What cloud makes with IT budget? Black hole splits into separate services with measured costs, and CFO can now compare internal services with available on the open market. Which can be not in internal services favor. Cloud brings financial visibility to financial management and line business managers as well as how to spend budget in accordance with company targets.

– What, board will be able to see how I spend my budget?! – direct quote from one CIO I met.

It’s not a paradox, we now understand why IT don’t like cloud. But what should we do? I don’t have that answer.

Insider threat for Cloud. Some thoughts.

As we move towards 100% virtualization the role of vAdministrator appears more and more important. vAdmin can rule all the infrastructure from one single console, unlike years before. One of Top3 US banks can be brought down completely by a single script, imagine that!
We start to see more and more cases when fired admin log in to ex-employers infrastructure via McDonalds WiFi and delete some critical data.
Let’s take CodeSpaces example – hackers wanted a lot of money, but didn’t get it. So they just deleted everything, including backups.

The only thing growing faster than IT security spending is the cost of security beaches. That’s the reality we see today.

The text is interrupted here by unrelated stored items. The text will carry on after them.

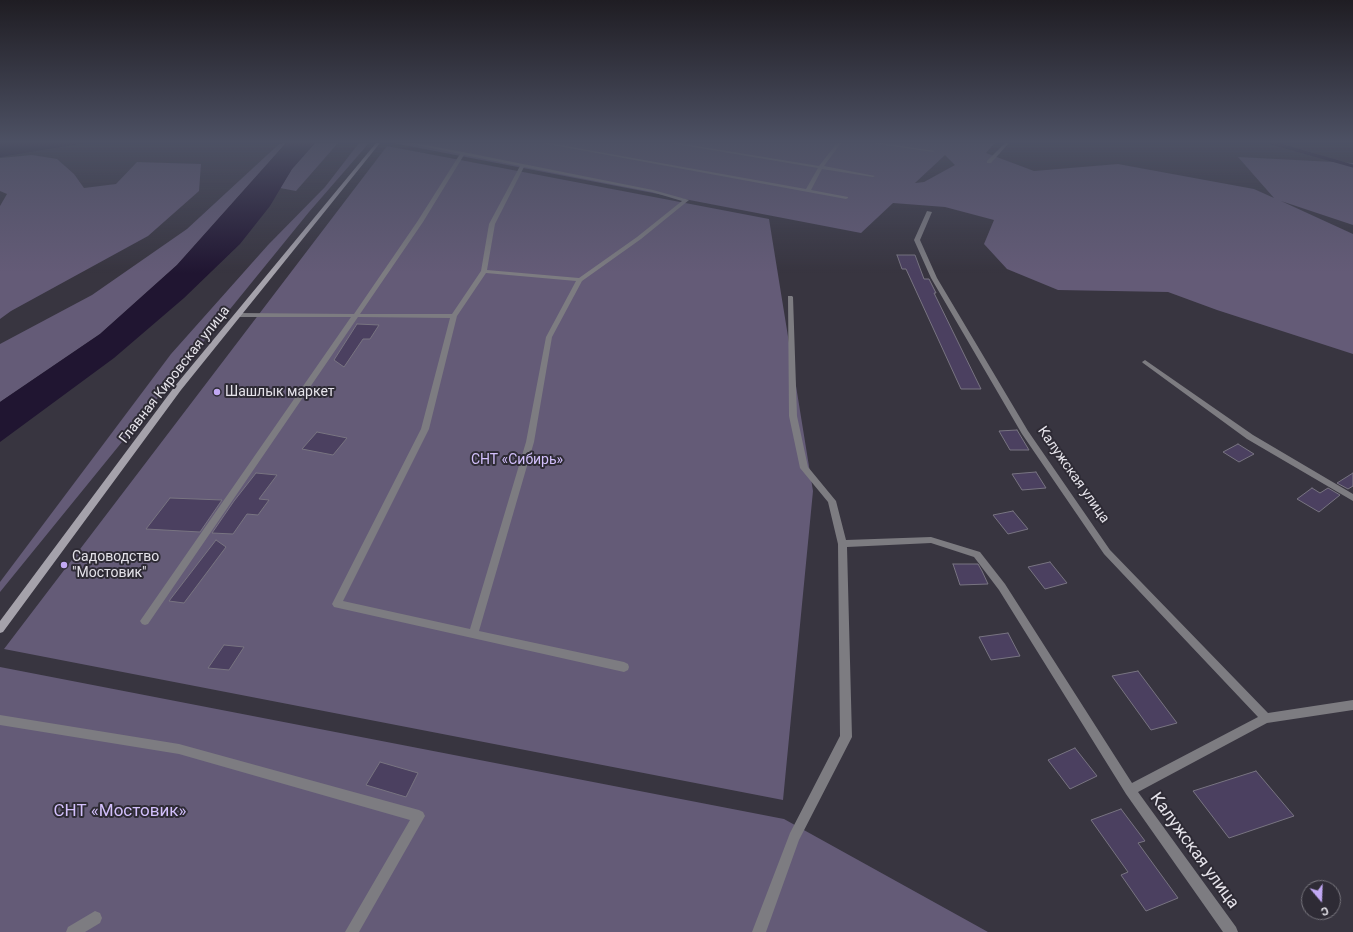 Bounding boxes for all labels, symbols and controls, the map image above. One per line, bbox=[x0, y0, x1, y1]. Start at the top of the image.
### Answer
street label: Главная Кировская улица bbox=[116, 303, 234, 447]
place label: Шашлык маркет bbox=[225, 384, 335, 400]
marker: Шашлык маркет bbox=[212, 387, 222, 397]
street label: Калужская улица bbox=[1033, 423, 1113, 527]
park label: СНТ «Сибирь» bbox=[471, 452, 563, 468]
place label: Садоводство "Мостовик" bbox=[72, 549, 159, 582]
marker: Садоводство "Мостовик" bbox=[59, 560, 69, 570]
street label: Калужская улица bbox=[1145, 789, 1243, 913]
park label: СНТ «Мостовик» bbox=[54, 802, 186, 822]
north arrow bbox=[1301, 880, 1341, 920]
text: С bbox=[1319, 904, 1330, 918] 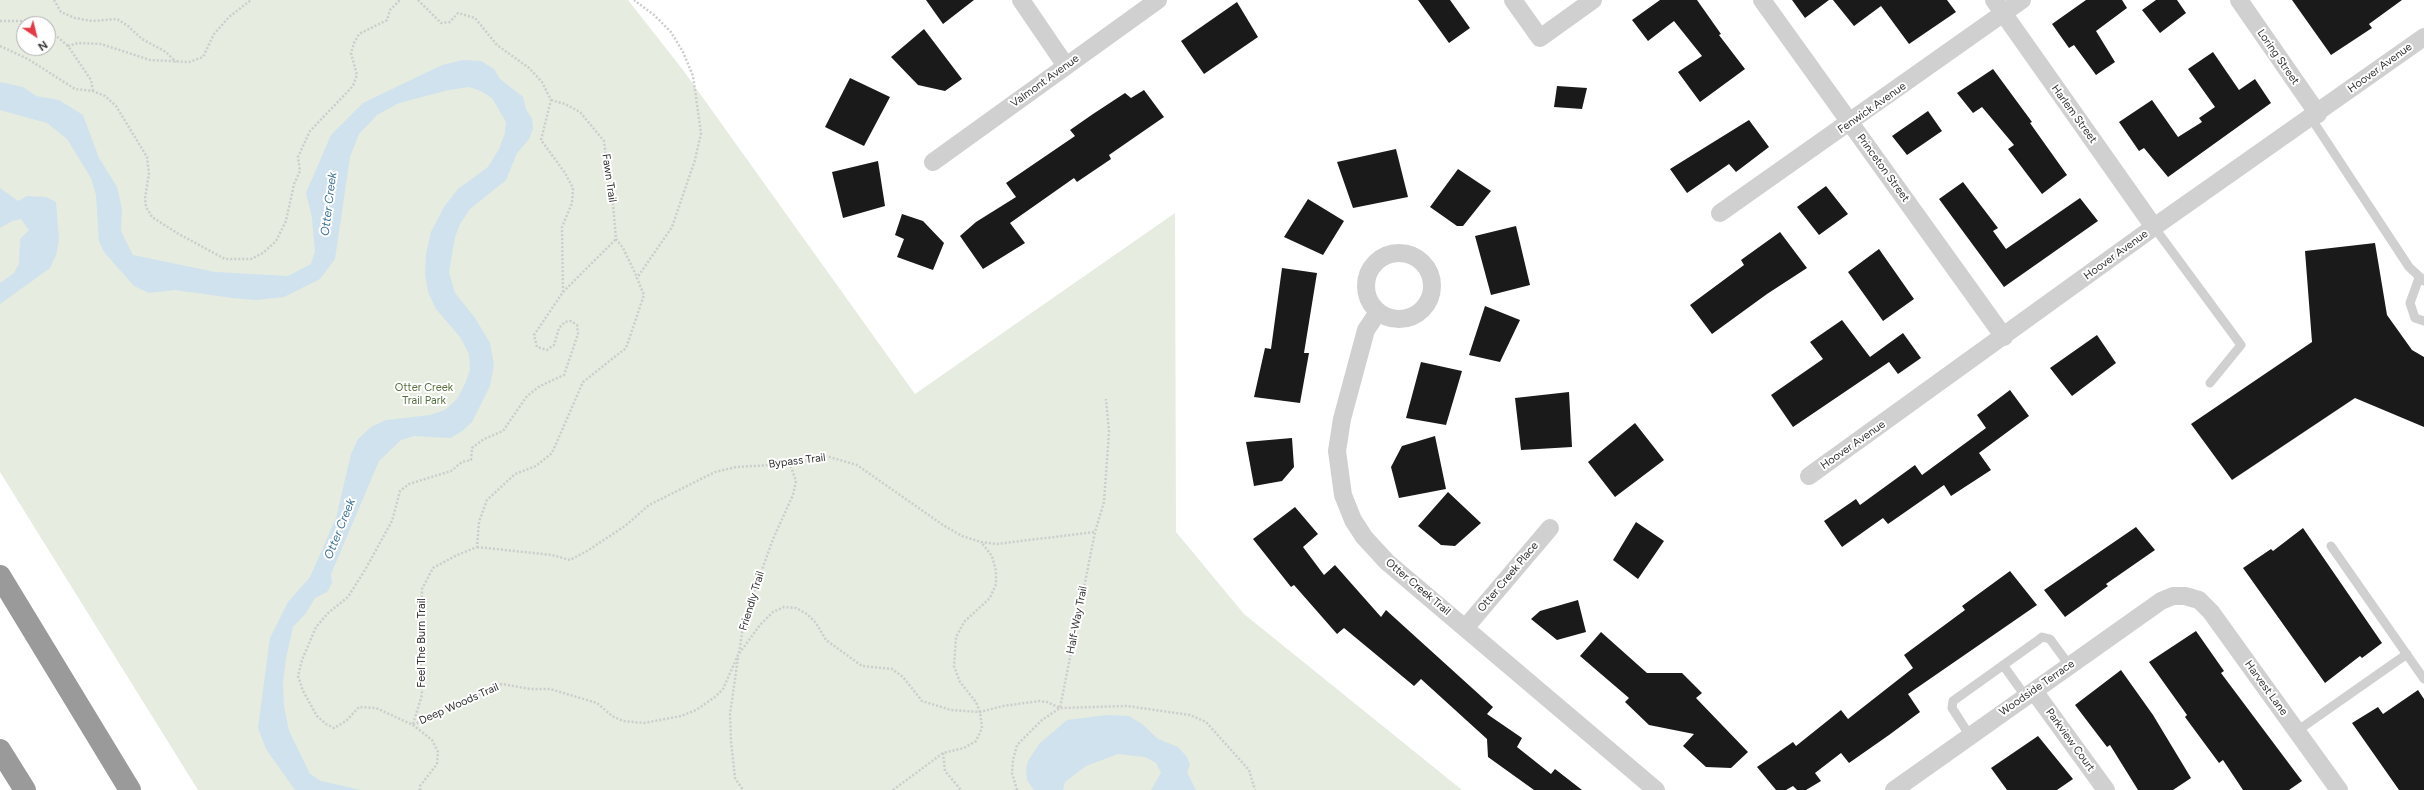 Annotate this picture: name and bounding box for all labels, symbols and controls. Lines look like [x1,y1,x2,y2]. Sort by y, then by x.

Without any questions level of control will be increasing as well as pressing on privileged users and admins. But what really surprised me – 4 security pros on the stage (SEC2296, VMworld 2014) have said nothing about organizational problems in this security nightmare with insiders.

Let’s think about it a little. Insider is the person inside the company – employee most of time. And we can divide them into 3 basic categories:

  1. These people will do something bad and sell company’s secrets no matter what.
  2. People who can do something bad or do nothing.
  3. Angels. They will do nothing bad even if management will do something bad to them.

Type 1 insiders should be discovered ASAP, ideally even on interview – that’s why there are HR professionals involved and background checks performed.
Type 3 insiders are not a threat.

There are still type 2 people left, and that’s the type we ignore. Majority of any employees in any company. These people will do something bad as retaliation, they will not strike first. And guess what we’re doing to them?
– put under suspicion and constant control
– treat all their activity as they’re type 1 people
– completely ignore their personality, treating like replaceable and expendable working unit.

I can assure you – nothing is more stimulating like this kind of treatment for employer when you have an access to most critical services.

There is NO statistics on percentage of incidents caused by bad management treating employees like a trash. And we try to solve organizational problem technically, without any human interaction. Is this because we’re techno geeks lacking social skills or just because it’s more difficult and complex than to put web cams everywhere including restrooms?
At some point there can be ONLY trust. Imagine you’re on the operating table – how can you enforce security and be sure surgeon will do only permitted actions? There is no way, period. We’re giving very high rights to the surgeon, and we’re (society) also give very high responsibility.
Virtualization administrator with highest access is the very same surgeon operating on organization’s IT heart, sometimes while the heart still beats. So why we take a look on what admin is doing and not on how manager treats him / her?

So, after years of experience and thoughts I see 2 basic rules of information security when we talk about these type 2 guys and gals with full access.

  1. Insider threat becomes VERY real when you treat your employees and colleagues as insiders and threat instead of people who help. When you see them as easily replaceable and expendable working units.
  2. Employee’s loyalty to company starts with company’s loyalty to employee.

We should solve organizational and administrative problems first, otherwise technical solutions will be useless. Or even they will even lower overall security.